I went with work colleagues once on a Mystery Bus Tour around the streets of Edinburgh and then out to the Hawes Inn at South Queensferry for chicken-in-the-basket. The only ‘mystery’ as far as I could see was how had the bus driver got the job as our guide, because he had no grasp of history whatsoever. Everything, from Mary, Queen of Scots to the Second World War, was lumped together as ‘in those days’ and the expression has become a jokey byword in my house for anything historical.
But such flannel will not do in fiction, not if you hope to have it published. Social etiquettes and morals, clothes, food, films, music, domestic arrangements, transport – all the details of ‘those days’ have to be checked out.
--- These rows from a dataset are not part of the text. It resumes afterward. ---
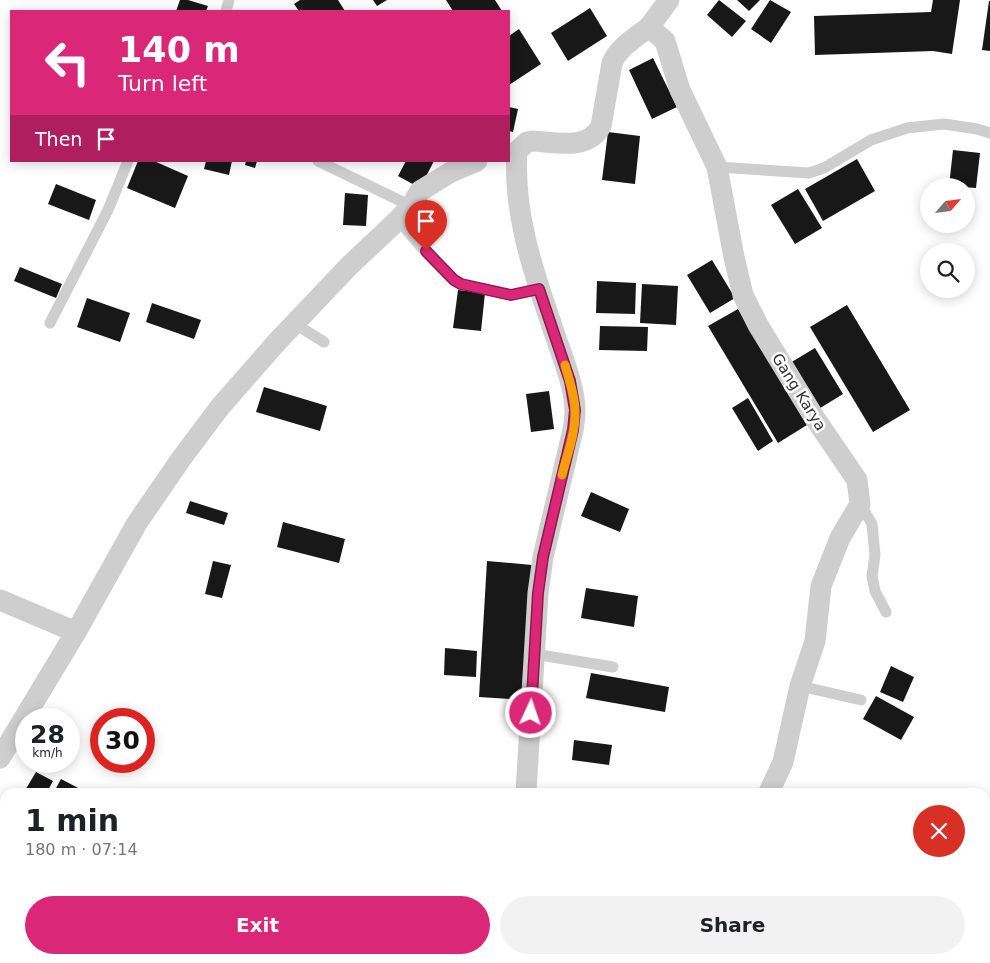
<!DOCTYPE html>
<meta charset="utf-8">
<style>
:root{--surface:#fff;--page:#f2f2f2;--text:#202124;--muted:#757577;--accent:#db2777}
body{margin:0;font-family:"DejaVu Sans",sans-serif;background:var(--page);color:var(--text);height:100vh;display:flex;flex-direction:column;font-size:19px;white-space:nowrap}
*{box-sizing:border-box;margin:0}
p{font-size:16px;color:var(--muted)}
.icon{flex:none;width:28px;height:28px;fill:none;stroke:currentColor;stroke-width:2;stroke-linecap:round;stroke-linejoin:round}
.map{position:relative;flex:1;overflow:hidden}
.panel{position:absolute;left:0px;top:788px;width:990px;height:176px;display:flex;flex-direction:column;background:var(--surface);border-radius:15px 15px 0 0;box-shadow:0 2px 12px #0003}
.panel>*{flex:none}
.guide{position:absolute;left:10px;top:10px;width:500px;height:152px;border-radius:0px;box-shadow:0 2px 12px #0003;background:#db2777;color:#fff;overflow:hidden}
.needle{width:32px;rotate:62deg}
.controls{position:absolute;left:920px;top:178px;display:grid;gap:10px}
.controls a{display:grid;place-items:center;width:55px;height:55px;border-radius:50%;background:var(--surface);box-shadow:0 2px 12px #0003;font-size:25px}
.speed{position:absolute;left:15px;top:708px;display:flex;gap:10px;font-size:25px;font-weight:700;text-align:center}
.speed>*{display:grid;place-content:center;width:65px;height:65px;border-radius:50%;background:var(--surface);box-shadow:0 2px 12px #0003;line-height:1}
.speed small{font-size:12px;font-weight:400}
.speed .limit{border:8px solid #d22;background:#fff;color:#111}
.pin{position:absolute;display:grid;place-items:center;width:42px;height:42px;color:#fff;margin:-51px -21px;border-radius:50% 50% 50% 0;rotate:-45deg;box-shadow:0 0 5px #0007}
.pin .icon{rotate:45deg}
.me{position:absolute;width:55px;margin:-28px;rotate:3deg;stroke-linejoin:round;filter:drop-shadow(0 0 4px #0008)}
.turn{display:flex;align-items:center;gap:18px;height:105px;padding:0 25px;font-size:22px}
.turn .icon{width:65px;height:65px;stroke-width:2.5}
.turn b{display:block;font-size:35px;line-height:42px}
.then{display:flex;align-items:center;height:48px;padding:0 25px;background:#0003;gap:10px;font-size:19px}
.round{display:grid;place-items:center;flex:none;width:52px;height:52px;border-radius:26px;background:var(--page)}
.head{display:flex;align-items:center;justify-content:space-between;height:85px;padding:0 25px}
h1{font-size:30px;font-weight:700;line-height:38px}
.action{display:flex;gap:10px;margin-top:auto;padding:10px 25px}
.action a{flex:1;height:58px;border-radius:30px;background:var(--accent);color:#fff;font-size:20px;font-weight:700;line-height:58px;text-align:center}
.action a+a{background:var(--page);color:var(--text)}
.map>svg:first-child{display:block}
</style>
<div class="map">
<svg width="990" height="963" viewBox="0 0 990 963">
<rect width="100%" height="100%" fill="#fff"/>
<g fill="#181818">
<polygon points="180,0 188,0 208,6 206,11 176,11"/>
<polygon points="300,0 338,0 345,11 299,11 294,4"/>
<polygon points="373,0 387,0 377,6"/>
<polygon points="446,0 495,0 502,11 453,11"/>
<polygon points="719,0 746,21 732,37 707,15"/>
<polygon points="737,0 760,0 749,11"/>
<polygon points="770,0 791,12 771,43 751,29"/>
<polygon points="933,0 960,0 952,54 933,51 815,55 814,16 931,12"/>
<polygon points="989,1 990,1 990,51 982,50"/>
<polygon points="590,8 607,36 568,61 551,33"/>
<polygon points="519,29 541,64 509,85 509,36"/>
<polygon points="653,58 677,107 652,119 629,70"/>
<polygon points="509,107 518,109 513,132 509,131"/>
<polygon points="608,132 640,136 635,184 602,180"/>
<polygon points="953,150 980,153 976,188 949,186"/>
<polygon points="857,159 875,191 823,221 805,189"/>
<polygon points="138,161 154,161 188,176 175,208 127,188"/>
<polygon points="206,161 232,161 229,175 204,169"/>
<polygon points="246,161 257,161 255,168 245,165"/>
<polygon points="406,161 434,161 420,188 398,176"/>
<polygon points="56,184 96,200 89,220 48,204"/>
<polygon points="798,189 822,228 795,244 771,205"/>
<polygon points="345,193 368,195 366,226 343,225"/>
<polygon points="712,260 735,298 710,313 687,275"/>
<polygon points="20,267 62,284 56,298 14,281"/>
<polygon points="597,281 636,283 635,314 596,313"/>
<polygon points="642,284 678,286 676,325 640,323"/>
<polygon points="458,290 485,293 481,331 453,328"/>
<polygon points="87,298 130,313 120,342 77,327"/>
<polygon points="152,303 201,320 194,339 146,322"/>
<polygon points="847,305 910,410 873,432 810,327"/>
<polygon points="738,309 807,425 778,443 708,326"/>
<polygon points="600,326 648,327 647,351 599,350"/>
<polygon points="815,348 843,394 817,410 790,363"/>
<polygon points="264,387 327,406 320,431 256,412"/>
<polygon points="549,391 554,429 531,432 526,394"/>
<polygon points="748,398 773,441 758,451 732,408"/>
<polygon points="591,492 629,509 620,532 581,516"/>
<polygon points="190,501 228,513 224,525 186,513"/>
<polygon points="283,522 345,539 339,563 277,547"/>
<polygon points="213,561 231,565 222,598 205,594"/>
<polygon points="487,561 532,565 523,700 479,697"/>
<polygon points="586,588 638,596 634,627 581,618"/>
<polygon points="445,648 477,651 476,677 444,675"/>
<polygon points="891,666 914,677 903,702 880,692"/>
<polygon points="591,673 669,687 665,712 586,698"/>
<polygon points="876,696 914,717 901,740 863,719"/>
<polygon points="574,740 612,745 609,765 572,760"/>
<polygon points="36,772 53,781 47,792 24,792"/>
<polygon points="61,779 84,791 83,792 54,792"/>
<polygon points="0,859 5,862 5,895 0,904"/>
<polygon points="283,959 290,959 303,963 282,963"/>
<polygon points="422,959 443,959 442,963 422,963"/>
<polygon points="465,959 486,959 498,963 464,963"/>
</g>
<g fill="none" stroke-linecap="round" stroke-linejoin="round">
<g stroke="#cecece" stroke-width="11">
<polyline points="226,11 229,0"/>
<polyline points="318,161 411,206"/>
<polyline points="717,167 809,173 824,168 871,140 907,128 944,124 977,129 990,133"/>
<path d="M398,220C416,241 438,269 461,284L511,295L539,289"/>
<polyline points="50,323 108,210 128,161"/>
<polyline points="295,324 324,342"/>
<polyline points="860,504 872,524 875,555 872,576 875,591 886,612"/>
<polyline points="534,654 613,667"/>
<polyline points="800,686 861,700"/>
</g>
<g stroke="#cecece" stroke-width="21">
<polyline points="669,0 649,27 665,41 680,90 717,167 734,257 743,295 758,325 814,417 857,480 860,504 840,538 821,586 815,641 800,686 783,762 769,792"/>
<polyline points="0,600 76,632"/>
<polyline points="0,758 76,632 137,523 181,459 220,407 276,343 349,266 398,220 411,206 420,191 451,172 477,161"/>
<path d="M526,792L538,593L543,557L573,430C574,424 575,418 575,411C575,384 559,349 551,323C532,268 513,211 517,151L527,142L532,141C554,142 589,151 601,126L612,63C619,47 635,38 649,27"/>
<polyline points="0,858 5,861"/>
<polyline points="985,906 990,908"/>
<polyline points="0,957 5,946"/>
<polyline points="303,959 325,963"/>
<polyline points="135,963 137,959"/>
<polyline points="269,963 270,959"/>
<polyline points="518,963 519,959"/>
</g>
</g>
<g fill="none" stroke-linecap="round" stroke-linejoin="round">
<g stroke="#8e194d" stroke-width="12">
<polyline id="route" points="426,251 454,280 461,284 511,295 539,289 570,381 575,410 573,430 543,557 538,593 531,713"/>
</g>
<use href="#route" stroke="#db2777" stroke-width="9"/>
<path stroke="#f59e0b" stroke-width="9" d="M562,475C567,455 576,432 575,411C575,395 569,380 565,365"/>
</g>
<g text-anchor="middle" stroke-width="5" stroke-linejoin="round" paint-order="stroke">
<g font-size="15" fill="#313131" stroke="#fff">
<text transform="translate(799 392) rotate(58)" y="5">Gang Karya</text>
</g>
</g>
</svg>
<div class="controls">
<a><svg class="needle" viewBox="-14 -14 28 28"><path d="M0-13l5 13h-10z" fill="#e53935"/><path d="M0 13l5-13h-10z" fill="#757577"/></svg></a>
<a><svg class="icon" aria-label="search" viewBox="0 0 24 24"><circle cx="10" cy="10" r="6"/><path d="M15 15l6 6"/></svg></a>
</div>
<div class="speed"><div>28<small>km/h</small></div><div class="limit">30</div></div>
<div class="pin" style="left:426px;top:251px;background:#d93025"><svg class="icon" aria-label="arrive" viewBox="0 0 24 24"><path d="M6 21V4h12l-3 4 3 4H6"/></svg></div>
<svg class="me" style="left:531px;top:713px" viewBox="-20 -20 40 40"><circle r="17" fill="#db2777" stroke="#fff" stroke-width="3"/><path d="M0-11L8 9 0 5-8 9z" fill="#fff"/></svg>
<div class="guide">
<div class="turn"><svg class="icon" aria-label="left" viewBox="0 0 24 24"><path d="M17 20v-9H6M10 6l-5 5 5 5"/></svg><div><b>140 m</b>Turn left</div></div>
<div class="then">Then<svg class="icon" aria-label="arrive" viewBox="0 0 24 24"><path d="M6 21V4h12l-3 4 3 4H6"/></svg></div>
</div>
<section class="panel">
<div class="head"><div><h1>1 min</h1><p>180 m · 07:14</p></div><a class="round" style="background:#d93025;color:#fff"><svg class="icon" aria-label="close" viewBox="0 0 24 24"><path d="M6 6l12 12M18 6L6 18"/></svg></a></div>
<div class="action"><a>Exit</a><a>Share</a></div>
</section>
</div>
Thank goodness then for Google, for Facebook friends and for the social history books on my shelves. And since my husband works from home I use him as an information point as well.
To give a flavour of what I’ve been writing recently, here are some questions I’ve thrown at the poor man when he’s come through to the kitchen for lunch.
What kind of car would a well-to-do young man drive in the late 1960s?
Do you know anything about naval ranks? Naval uniforms?
Have you ever heard of deck golf?
What sort of hat would a spivvy type wear in 1932?
How much do you think dolly mixtures were in 1955?
Were Cadbury wrappers always purple?
Did you ever pick up pennies thrown by a bride’s father?
How would you put out a chimney fire?
He hardly ever has the answer but it makes for interesting discussions over a cheese sandwich.